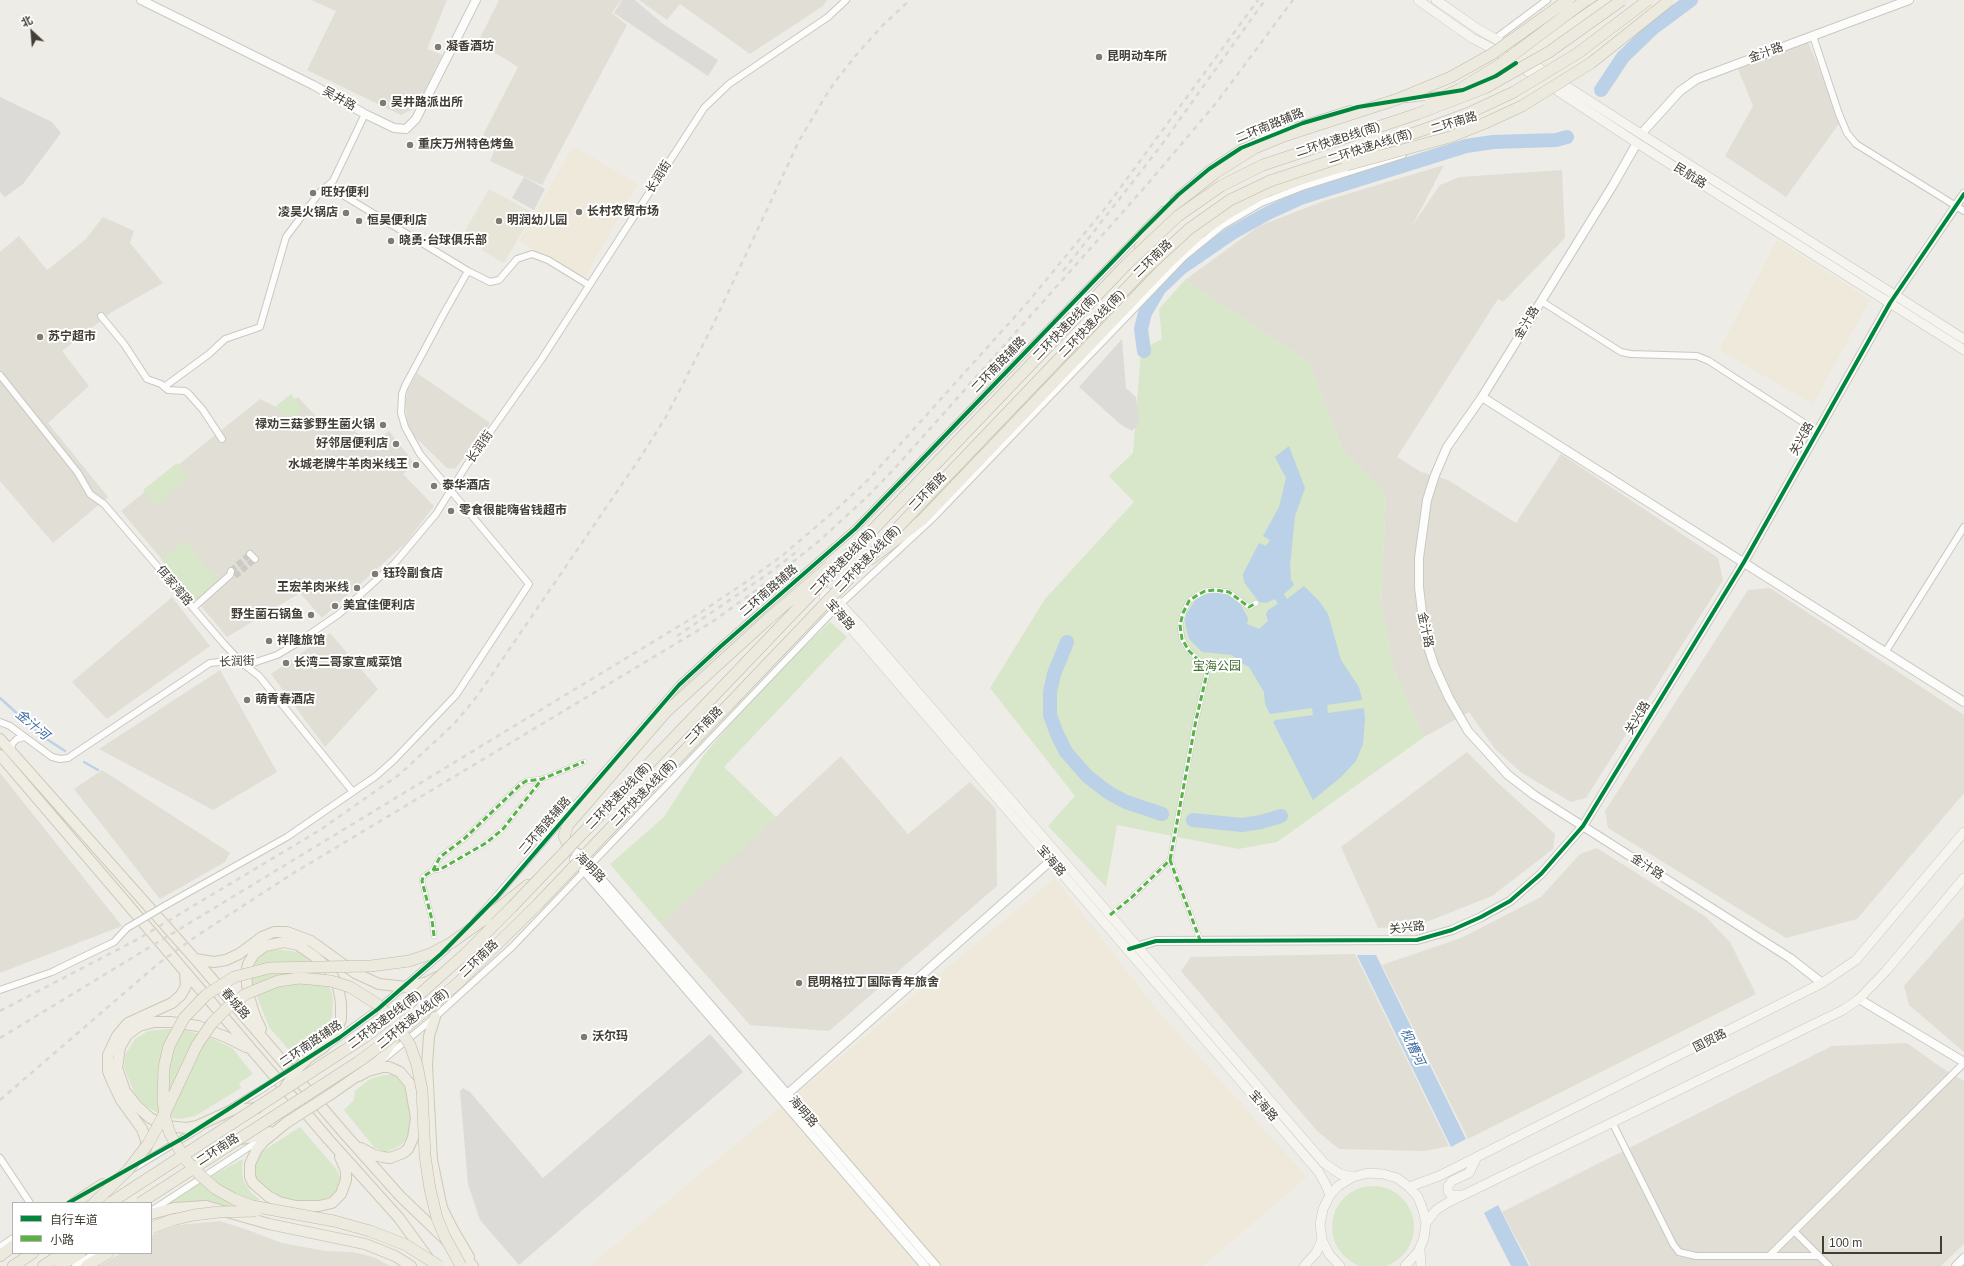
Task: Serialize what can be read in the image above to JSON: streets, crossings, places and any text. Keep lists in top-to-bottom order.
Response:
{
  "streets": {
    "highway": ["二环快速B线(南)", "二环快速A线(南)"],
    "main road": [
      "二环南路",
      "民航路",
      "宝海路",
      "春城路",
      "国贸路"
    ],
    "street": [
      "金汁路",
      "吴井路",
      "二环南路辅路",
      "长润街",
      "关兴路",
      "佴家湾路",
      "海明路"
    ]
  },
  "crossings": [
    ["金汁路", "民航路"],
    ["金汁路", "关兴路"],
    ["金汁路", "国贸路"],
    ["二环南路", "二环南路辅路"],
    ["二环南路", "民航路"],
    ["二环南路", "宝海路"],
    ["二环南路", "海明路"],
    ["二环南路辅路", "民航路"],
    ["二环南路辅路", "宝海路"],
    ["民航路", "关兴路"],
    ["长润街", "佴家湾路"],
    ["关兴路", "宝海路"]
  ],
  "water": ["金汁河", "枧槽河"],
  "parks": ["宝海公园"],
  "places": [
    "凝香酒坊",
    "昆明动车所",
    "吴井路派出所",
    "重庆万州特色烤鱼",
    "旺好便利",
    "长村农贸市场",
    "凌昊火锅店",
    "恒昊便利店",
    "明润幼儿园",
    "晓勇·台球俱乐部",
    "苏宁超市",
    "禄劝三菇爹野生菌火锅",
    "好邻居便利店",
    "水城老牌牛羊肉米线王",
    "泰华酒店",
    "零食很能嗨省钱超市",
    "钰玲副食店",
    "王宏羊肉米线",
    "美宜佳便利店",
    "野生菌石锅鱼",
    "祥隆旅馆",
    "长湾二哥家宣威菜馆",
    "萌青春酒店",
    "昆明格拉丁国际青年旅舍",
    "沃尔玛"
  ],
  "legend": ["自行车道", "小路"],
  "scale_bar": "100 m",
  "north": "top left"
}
============
Exercise brief
The reply should contain every line of the material exactly, and no images.

Result of the exercise
Task: Serialize what can be read in the image above to JSON: streets, crossings, places and any text. Keep lists in top-to-bottom order.
Response:
{
  "streets": {
    "highway": ["二环快速B线(南)", "二环快速A线(南)"],
    "main road": [
      "二环南路",
      "民航路",
      "宝海路",
      "春城路",
      "国贸路"
    ],
    "street": [
      "金汁路",
      "吴井路",
      "二环南路辅路",
      "长润街",
      "关兴路",
      "佴家湾路",
      "海明路"
    ]
  },
  "crossings": [
    ["金汁路", "民航路"],
    ["金汁路", "关兴路"],
    ["金汁路", "国贸路"],
    ["二环南路", "二环南路辅路"],
    ["二环南路", "民航路"],
    ["二环南路", "宝海路"],
    ["二环南路", "海明路"],
    ["二环南路辅路", "民航路"],
    ["二环南路辅路", "宝海路"],
    ["民航路", "关兴路"],
    ["长润街", "佴家湾路"],
    ["关兴路", "宝海路"]
  ],
  "water": ["金汁河", "枧槽河"],
  "parks": ["宝海公园"],
  "places": [
    "凝香酒坊",
    "昆明动车所",
    "吴井路派出所",
    "重庆万州特色烤鱼",
    "旺好便利",
    "长村农贸市场",
    "凌昊火锅店",
    "恒昊便利店",
    "明润幼儿园",
    "晓勇·台球俱乐部",
    "苏宁超市",
    "禄劝三菇爹野生菌火锅",
    "好邻居便利店",
    "水城老牌牛羊肉米线王",
    "泰华酒店",
    "零食很能嗨省钱超市",
    "钰玲副食店",
    "王宏羊肉米线",
    "美宜佳便利店",
    "野生菌石锅鱼",
    "祥隆旅馆",
    "长湾二哥家宣威菜馆",
    "萌青春酒店",
    "昆明格拉丁国际青年旅舍",
    "沃尔玛"
  ],
  "legend": ["自行车道", "小路"],
  "scale_bar": "100 m",
  "north": "top left"
}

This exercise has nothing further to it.